I was perusing Zakas’ blog and came across a post where he wonders aloud at the proliferation of CSS query engines in javascript and why the need for them. His point is that they are innefficient and can easily be replaced using standard getElementById/getElementByTagName or perhaps by XPath queries. All of which is true and I fully agree with. I find myself generally aligned with Zakas on topics like these because he too seems to be a builder more than an integrator.

But I was thinking about it and reading through the replies. A lot of the defense of CSS querying comes from a point of view where many people are familiar with CSS and thus it’s something easy for them to use, they don’t need to learn XPath or don’t need to learn deeper DOM scripting. Which is the first thing I thought of as a defense. But there was still something nagging at me and I finally figured it out - I think a real reason that CSS querying is valuable is that your documents are structured and built by using CSS. So in a very real way, CSS maps directly onto the structure of your document and so when you are trying to access certain items they will often be the same items that you are styling in a particular way. So you can obviously map that desire using the more fundamental tools but using CSS querying represents a more accurate picture of what you are trying to do. This leaves your code more clear and matches your javascript up with your CSS.

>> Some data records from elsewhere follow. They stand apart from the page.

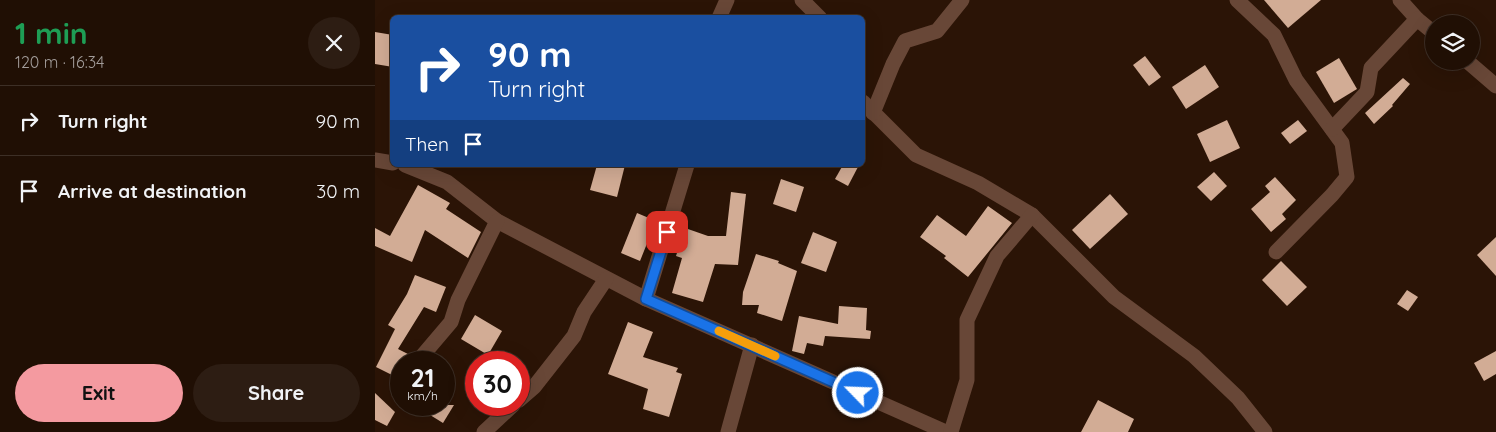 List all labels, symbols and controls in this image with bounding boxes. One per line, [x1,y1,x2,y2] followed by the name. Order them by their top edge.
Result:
[15,14,88,52] text: 1 min
[1425,15,1480,70] map controls
[1425,15,1480,70] button: layers
[308,17,360,69] button: close
[488,32,571,76] text: 90 m
[405,35,470,100] icon: right
[15,52,104,72] text: 120 m · 16:34
[488,75,585,103] text: Turn right
[15,107,43,135] icon: right
[58,109,147,133] text: Turn right
[316,109,360,133] text: 90 m
[459,130,487,158] icon: arrive
[405,132,449,156] text: Then
[15,177,43,205] icon: arrive
[58,179,247,203] text: Arrive at destination
[316,179,360,203] text: 30 m
[646,211,688,253] pin
[653,218,681,246] icon: arrive
[465,351,530,416] speed limit sign: 30
[411,362,434,393] text: 21
[15,364,183,422] button: Exit
[193,364,360,422] button: Share
[831,366,883,418] position arrow
[407,388,438,403] text: km/h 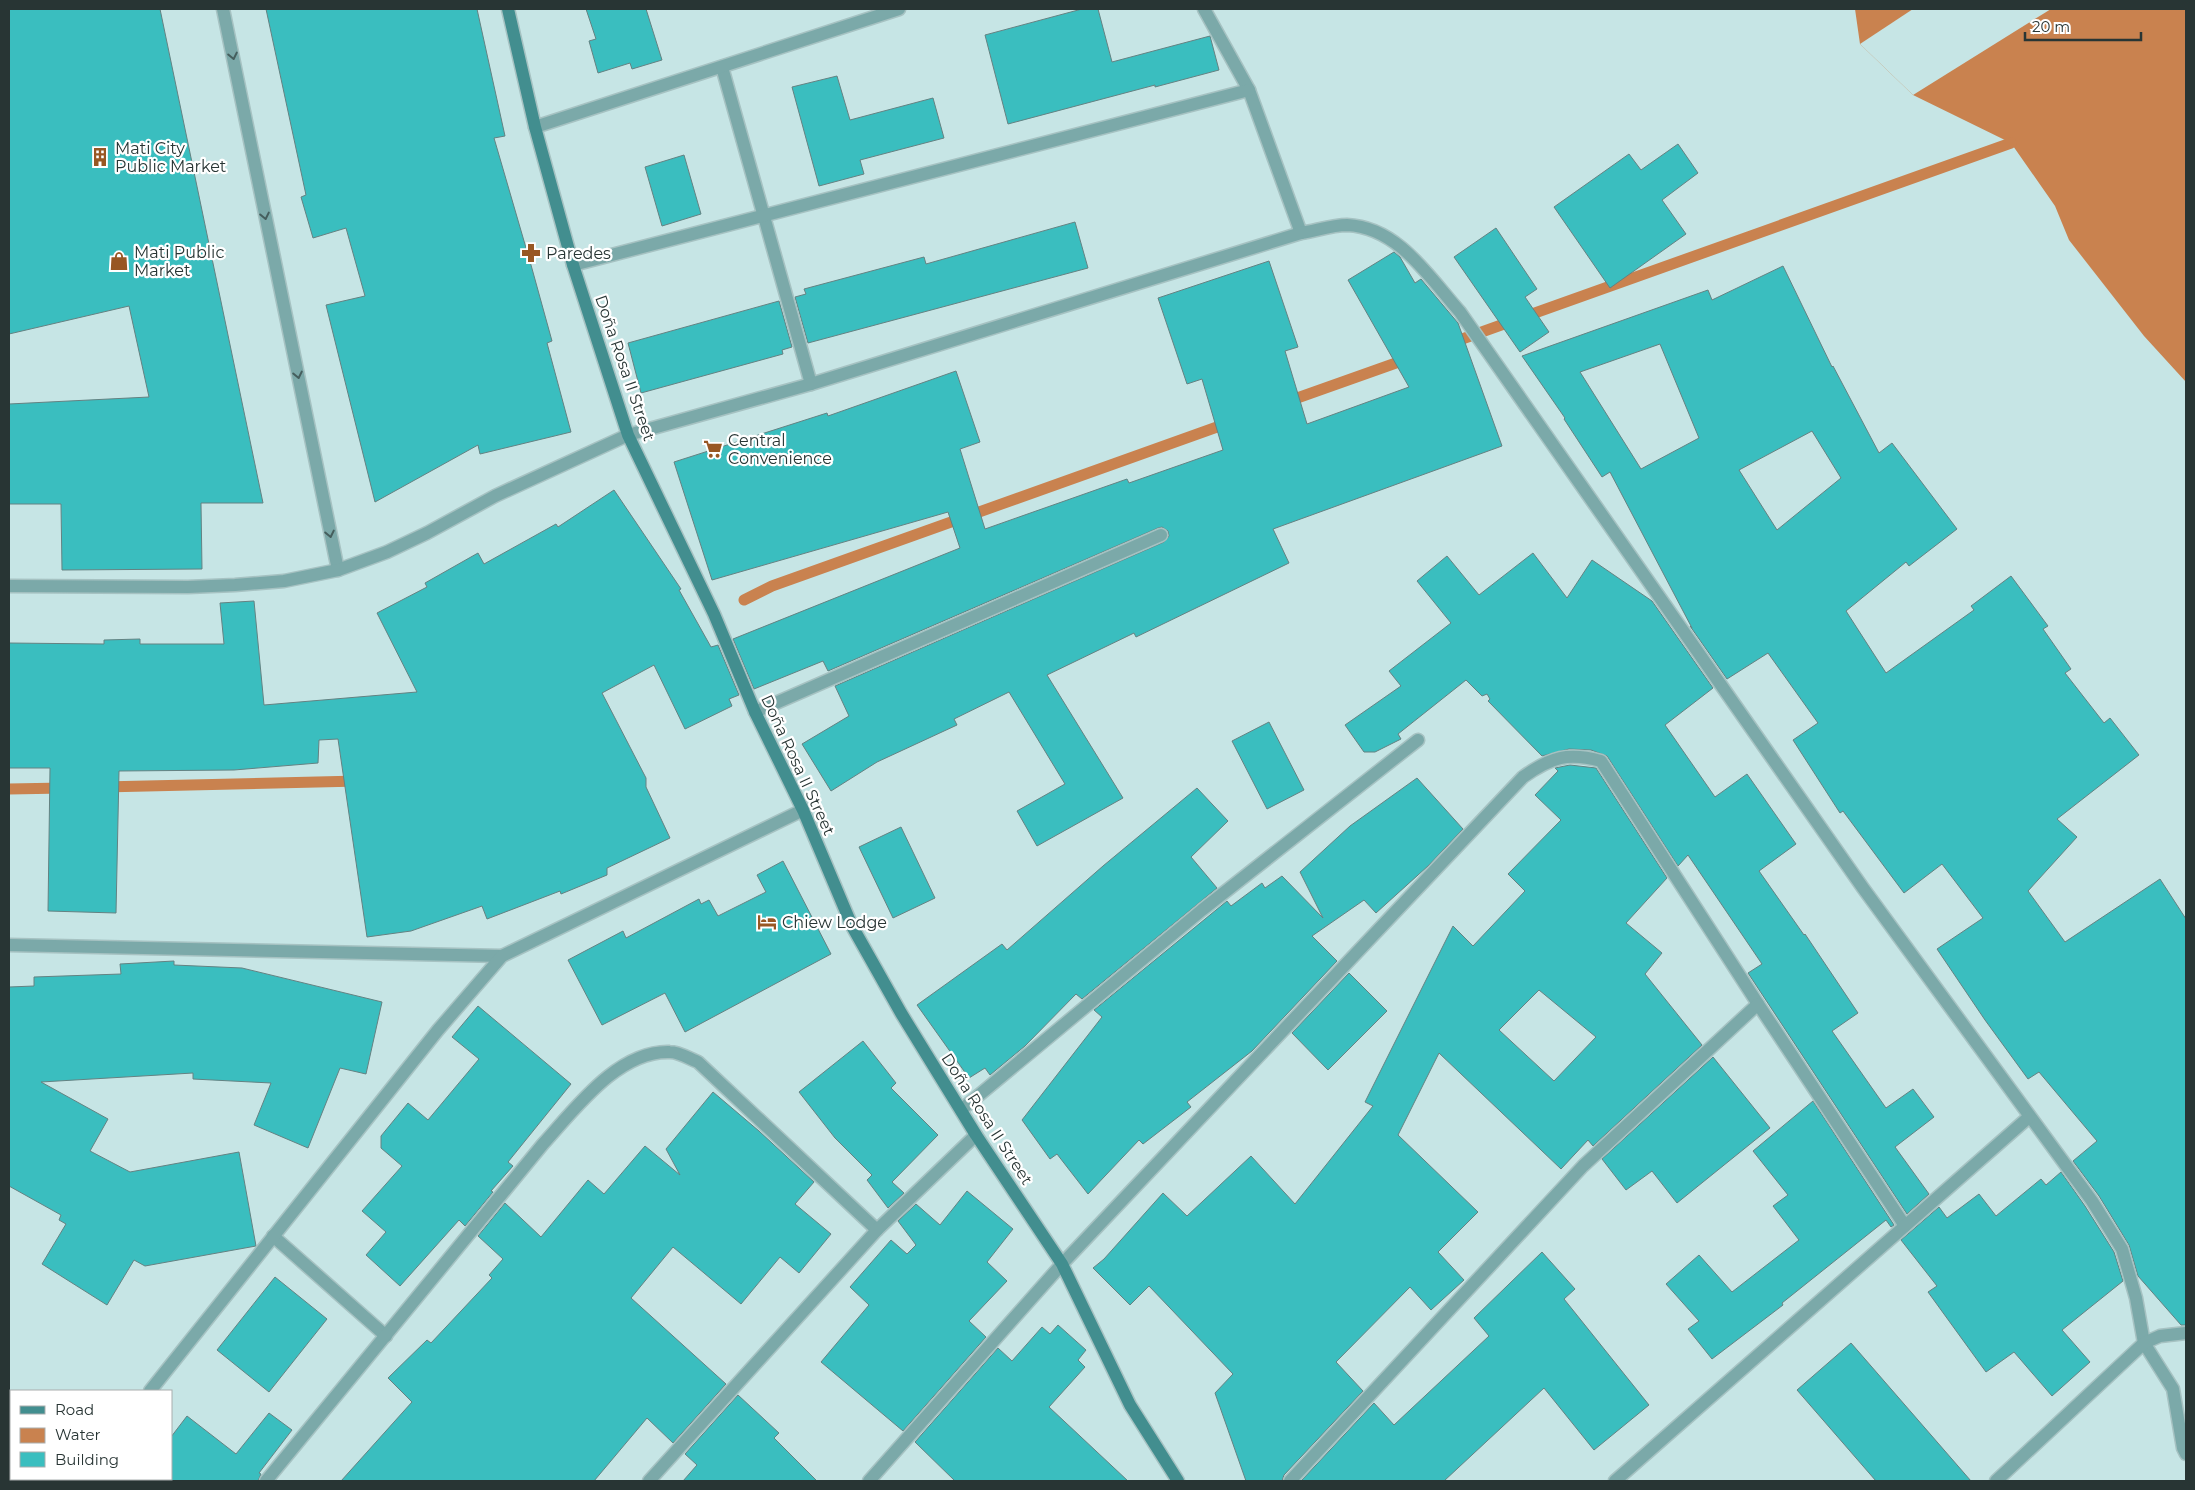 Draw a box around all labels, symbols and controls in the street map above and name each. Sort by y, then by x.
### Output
scale bar [2025,10,2141,42]
text: 20 m [2032,17,2070,36]
one-way arrow [227,52,237,61]
place label: Mati City Public Market [115,139,227,176]
building icon: Mati City Public Market [89,146,111,168]
one-way arrow [260,211,270,220]
pharmacy icon: Paredes [520,242,542,264]
place label: Mati Public Market [134,243,224,280]
place label: Paredes [546,244,611,263]
shop icon: Mati Public Market [108,250,130,272]
street label: Doña Rosa II Street [591,293,659,444]
one-way arrow [292,370,303,379]
place label: Central Convenience [728,431,832,468]
supermarket icon: Central Convenience [702,438,724,460]
one-way arrow [325,530,335,538]
street label: Doña Rosa II Street [757,692,839,839]
hotel icon: Chiew Lodge [756,911,778,933]
place label: Chiew Lodge [782,913,887,932]
street label: Doña Rosa II Street [937,1050,1037,1189]
legend [10,1390,172,1480]
text: Road [55,1400,94,1419]
text: Water [55,1425,101,1444]
text: Building [55,1450,119,1469] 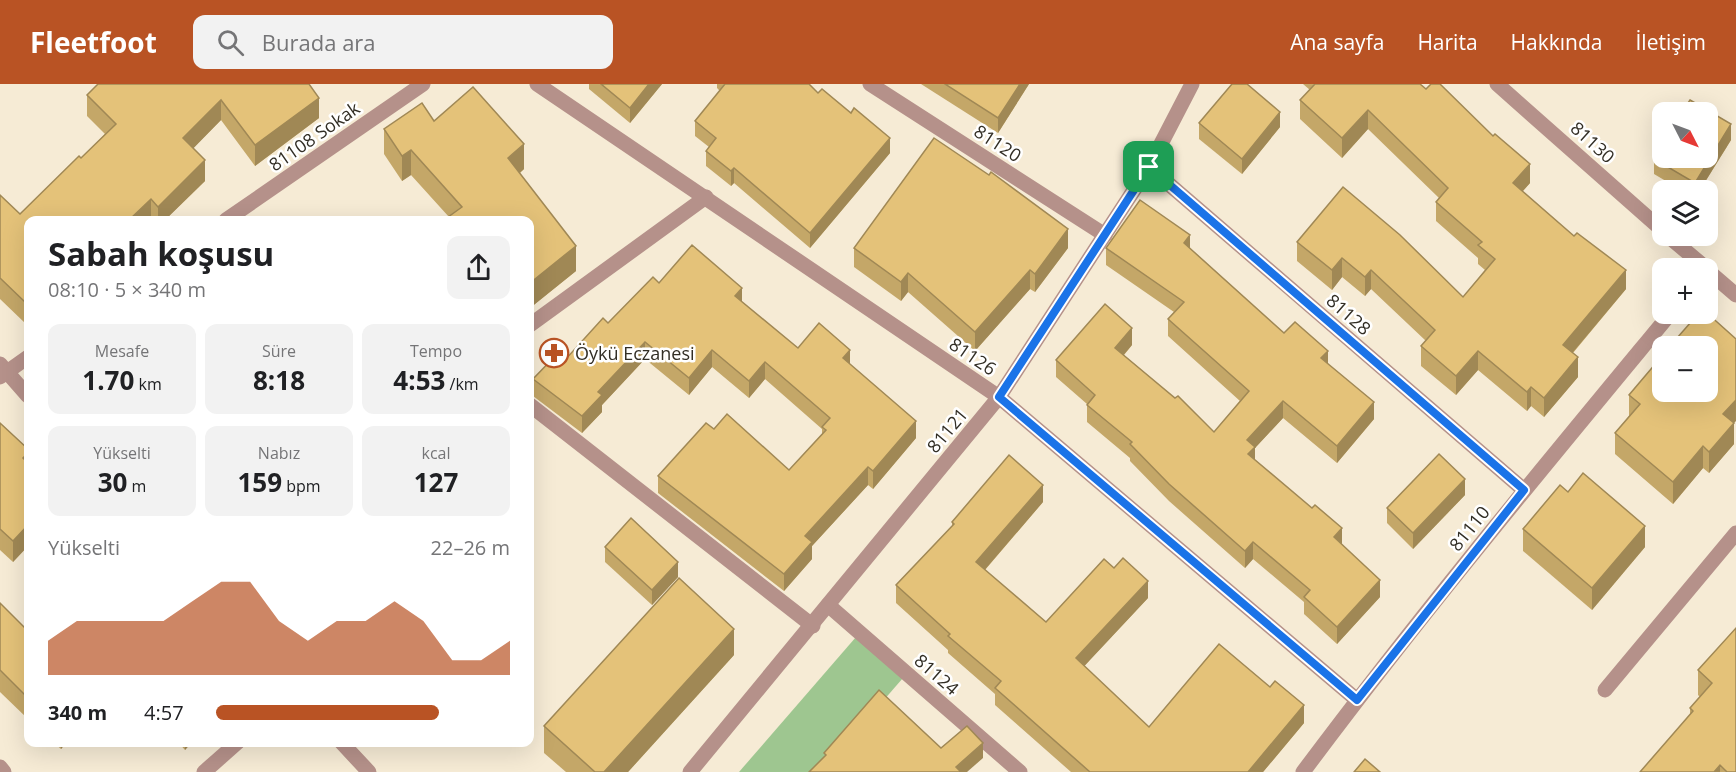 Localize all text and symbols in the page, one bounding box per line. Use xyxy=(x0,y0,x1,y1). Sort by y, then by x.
search box xyxy=(193,15,613,69)
text: Fleetfoot xyxy=(30,23,157,61)
icon: search xyxy=(214,26,247,59)
text: Burada ara xyxy=(262,27,376,57)
text: Ana sayfa xyxy=(1290,28,1384,56)
text: Harita xyxy=(1417,28,1478,56)
text: Hakkında xyxy=(1511,28,1603,56)
text: İletişim xyxy=(1636,28,1706,56)
street label: 81108 Sokak xyxy=(264,96,365,176)
north arrow xyxy=(1652,102,1718,168)
map controls xyxy=(1652,102,1718,402)
street label: 81130 xyxy=(1566,116,1620,168)
street label: 81120 xyxy=(970,119,1026,167)
pin xyxy=(1123,141,1174,192)
icon: arrive xyxy=(1132,150,1165,183)
button: layers xyxy=(1652,180,1718,246)
text: Sabah koşusu xyxy=(48,231,274,276)
button: share xyxy=(447,236,510,299)
button: + xyxy=(1652,258,1718,324)
text: 08:10 · 5 × 340 m xyxy=(48,276,206,303)
street label: 81128 xyxy=(1322,288,1376,340)
street label: 81126 xyxy=(945,332,1001,380)
button: − xyxy=(1652,336,1718,402)
pharmacy icon: Öykü Eczanesi xyxy=(538,337,570,369)
text: Mesafe xyxy=(95,340,149,362)
text: Süre xyxy=(262,340,296,362)
text: Tempo xyxy=(410,340,462,362)
place label: Öykü Eczanesi xyxy=(575,341,695,365)
text: 1.70 xyxy=(82,362,134,398)
text: 8:18 xyxy=(253,362,305,398)
text: 4:53 xyxy=(393,362,445,398)
text: km xyxy=(134,373,162,395)
text: /km xyxy=(445,373,479,395)
street label: 81121 xyxy=(921,403,973,457)
text: Yükselti xyxy=(93,442,151,464)
text: Nabız xyxy=(258,442,300,464)
text: kcal xyxy=(422,442,451,464)
text: 30 xyxy=(98,464,127,500)
text: 159 xyxy=(237,464,282,500)
text: 127 xyxy=(414,464,458,500)
text: m xyxy=(127,475,146,497)
text: bpm xyxy=(282,475,321,497)
street label: 81110 xyxy=(1443,500,1495,556)
text: Yükselti xyxy=(48,534,120,561)
text: 22–26 m xyxy=(431,534,510,561)
street label: 81124 xyxy=(910,648,964,700)
text: 340 m xyxy=(48,699,107,726)
text: 4:57 xyxy=(144,699,184,726) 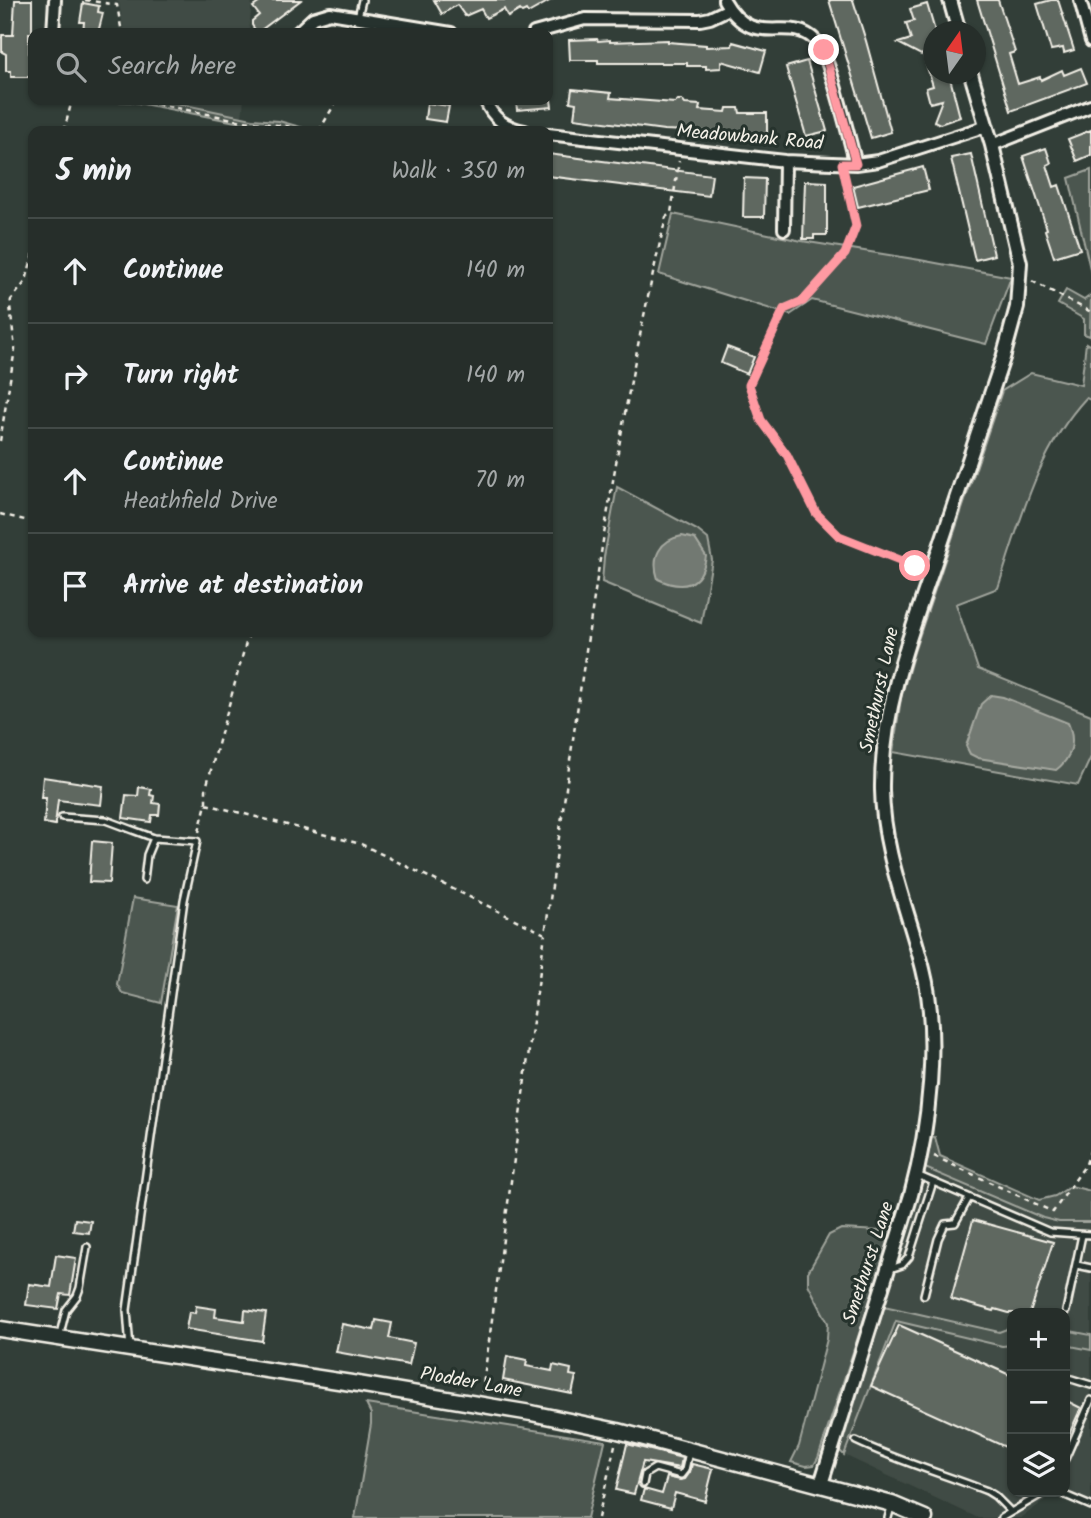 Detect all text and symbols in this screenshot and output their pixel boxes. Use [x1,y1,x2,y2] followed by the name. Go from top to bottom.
[923,21,986,84] north arrow
[28,28,553,105] search box
[808,34,839,65] route end
[108,46,236,88] text: Search here
[52,48,90,86] icon: search
[675,117,825,159] street label: Meadowbank Road
[56,148,132,196] text: 5 min
[391,154,525,190] text: Walk · 350 m
[123,250,224,292] text: Continue
[56,252,94,290] icon: ahead
[466,253,525,289] text: 140 m
[123,355,239,397] text: Turn right
[56,357,94,395] icon: right
[466,358,525,394] text: 140 m
[123,442,224,484] text: Continue
[56,462,94,500] icon: ahead
[475,463,525,499] text: 70 m
[123,484,278,520] text: Heathfield Drive
[899,550,930,581] route start
[123,565,363,607] text: Arrive at destination
[56,567,94,605] icon: arrive
[852,624,908,756] street label: Smethurst Lane
[835,1197,903,1328] street label: Smethurst Lane
[1007,1308,1070,1497] map controls
[1007,1308,1070,1371] button: +
[418,1359,525,1407] street label: Plodder Lane
[1007,1371,1070,1434] button: −
[1007,1434,1070,1497] button: layers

I think he gives some of it away when he says this:

CSS queries also seem really inefficient and not very logical when compared to XPath queries, which is my favored DOM querying language (actually, I wish I could write style sheets to use XPath). [...cut...] I’ve never had any use for queries looking for elements with a given class name, or ones that want to find all descendant nodes of a given one, or any other thing that CSS querying claims to offer over using the provided DOM methods. If I need explicit access to an element, I give it an ID, or if I need to access a series of elements, I group them under a container and give that element an ID.

There’s a couple thoughts here - writing stylesheets in XPath would be great not just because XPath is more logical logical but because it would align javascript and CSS into a single language - so you have a single “search” language to access elements in your document. And then he later discusses his techniques for adding classes or containers with ID’s to access elements, the question is, if he was already styling them using CSS - would he have needed to add those extra classes and containers if he was using CSS querying?

To give a nerdy example, if you have built your model in cartesian space you could then also access those elements using polar coordinates but that probably won’t be as clear. To be honest, I don’t have a ton of experience using CSS querying having just started playing around with jQuery but intuitively when I was playing around with it, I believe that made a ton of sense to me.